11.28.2002

It's Thanksgiving Day and I'm sitting in a hotel room about a thousand miles from home. It's week two of the bus and truck tour from hell. Actually, that implies that we have a bus; we don't. The company travels with two Penske trucks, two minivans, and various personal vehicles. We had to pester the production manager to get the minivan (into which the crew and our belongings barely fit), as we originally had a retired police cruiser, with broken spedometer. Five people in a sedan is a tight fit. Six people with their bags is impossible.
Most of our problems on the tour stem from lack of organization and piss-poor management. The company really needs a company manager in addition to the production manager. We just finished a rough week at a high school in Sheffield, mainly hindered by the owners of the venue. They refused to move giant piles of scenery and general crap, meaning many of our man-hours were wasted carting around their things. The we had to reset it at load out. I think that the school doesn't have vast experience in presenting.
Luckily, there are a couple of people on the crew with whom I would like to remain friends after this tour has ended: Matt, our master carpenter, and Karen, the master electrician. Matt and I became fast friends when we were stranded at the Albany airport for three hours by the company. That was a big bad omen, if ever there was one. Matt is another Chicagoan, with a wonderful sense of irony and sarcasm. We daily tell each other how glad we are that the other is on the tour. Karen is my road roommate (but not at the convent where we are normally lodged--luckily, the company recognizes that we need some personal space). She reminds me a great deal of Ingrid, my wonderful sophomore year roommate. They have very similar voices, and an easy going attitude that is essential when dealing with all of the mess this tour generates.
Karen and I went to Lenox on our day off this week. Lenox is quite different in the winter than in its tourist summer days. Our main objective was to visit Colorful Stitches, a LYS with a beautiful ad in all the knitting magazines, and to get a decent cup of coffee. The wonderful side effect is that I also got to know Karen.

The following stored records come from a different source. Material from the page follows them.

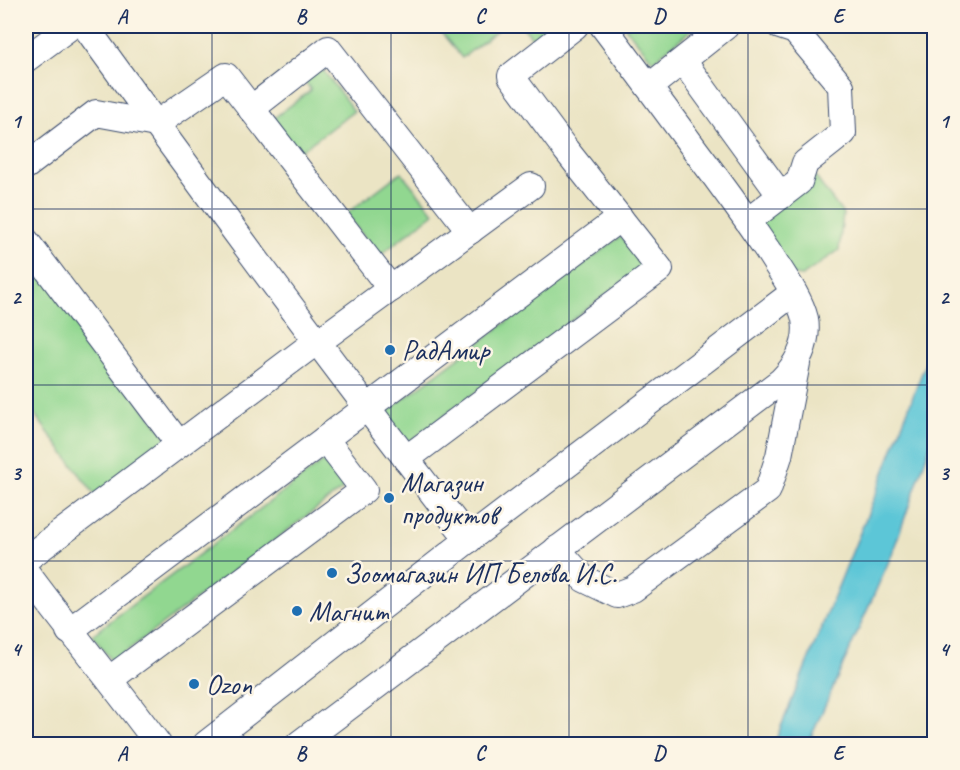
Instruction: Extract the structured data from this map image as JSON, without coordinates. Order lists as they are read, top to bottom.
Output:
{
  "places": [
    "РадАмир",
    "Магазин продуктов",
    "Зоомагазин ИП Белова И.С.",
    "Магнит",
    "Ozon"
  ],
  "grid": {
    "columns": [
      "A",
      "B",
      "C",
      "D",
      "E"
    ],
    "rows": [
      "1",
      "2",
      "3",
      "4"
    ]
  }
}
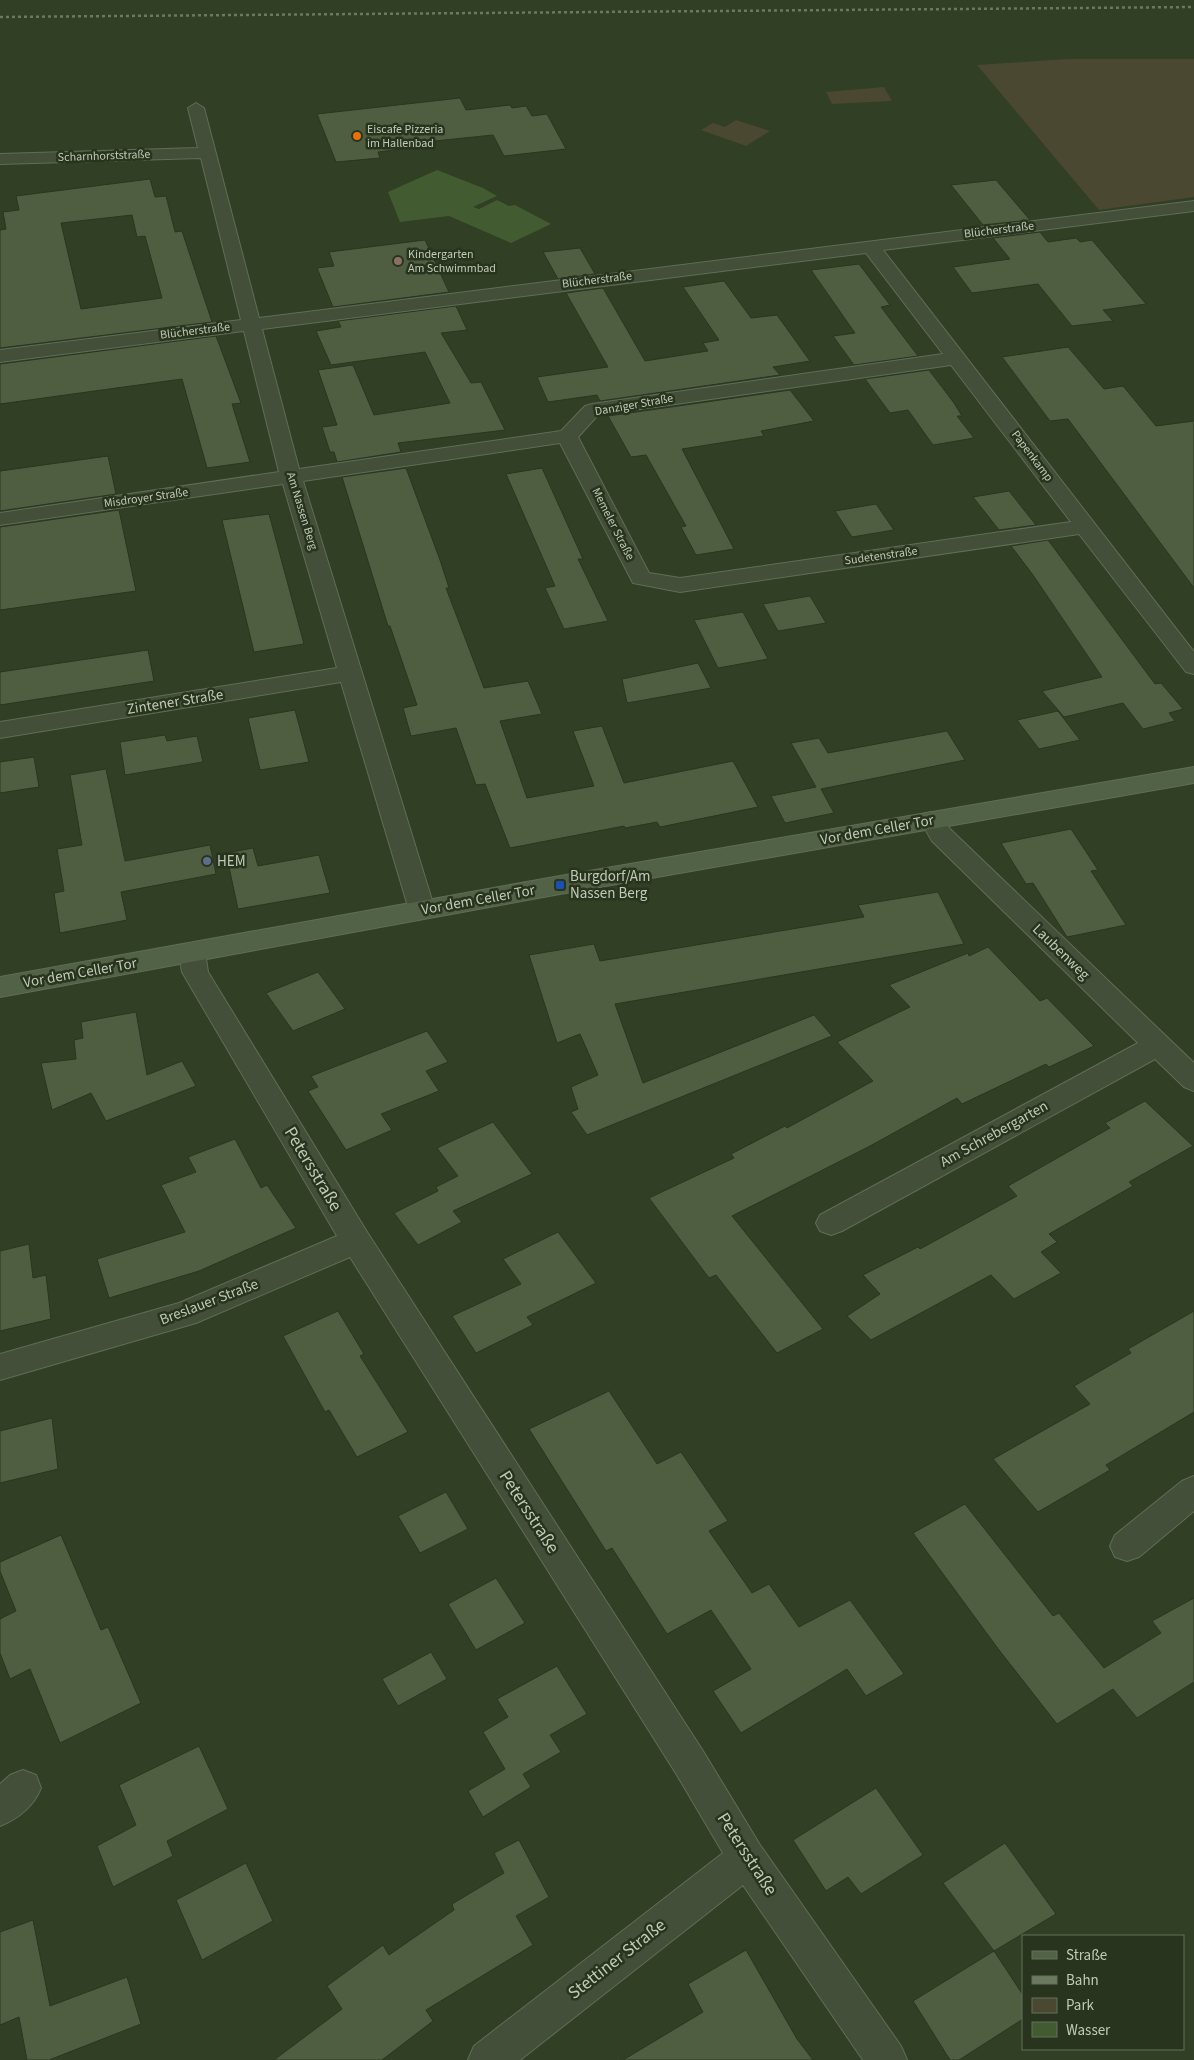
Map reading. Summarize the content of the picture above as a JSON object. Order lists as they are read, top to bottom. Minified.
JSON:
{"streets":{"street":["Scharnhorststraße","Blücherstraße","Danziger Straße","Papenkamp","Misdroyer Straße","Am Nassen Berg","Memeler Straße","Sudetenstraße","Zintener Straße","Vor dem Celler Tor","Laubenweg","Am Schrebergarten","Petersstraße","Breslauer Straße","Stettiner Straße"]},"crossings":[["Scharnhorststraße","Am Nassen Berg"],["Blücherstraße","Papenkamp"],["Blücherstraße","Am Nassen Berg"],["Danziger Straße","Papenkamp"],["Danziger Straße","Memeler Straße"],["Papenkamp","Sudetenstraße"],["Misdroyer Straße","Am Nassen Berg"],["Am Nassen Berg","Zintener Straße"],["Am Nassen Berg","Vor dem Celler Tor"],["Memeler Straße","Sudetenstraße"],["Vor dem Celler Tor","Laubenweg"],["Vor dem Celler Tor","Petersstraße"],["Laubenweg","Am Schrebergarten"],["Petersstraße","Breslauer Straße"],["Petersstraße","Stettiner Straße"]],"places":{"other":["Eiscafe Pizzeria im Hallenbad","Kindergarten Am Schwimmbad","HEM"],"transit":["Burgdorf/Am Nassen Berg"]},"legend":["Straße","Bahn","Park","Wasser"]}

I am teaching Karen how to knit. It's a pleasure. A little over a year ago, my mother taught me to knit. It was very hard for her to resist the temptation to take my first project away and do it herself, as her grandmother had done so many years before. So, when Karen complimented me on my patience, I also silently thanked my mom. My desire to take up knitting brought my mother and I closer together this past year, and I think that Karen's desire to learn is helping to forge a friendship between us.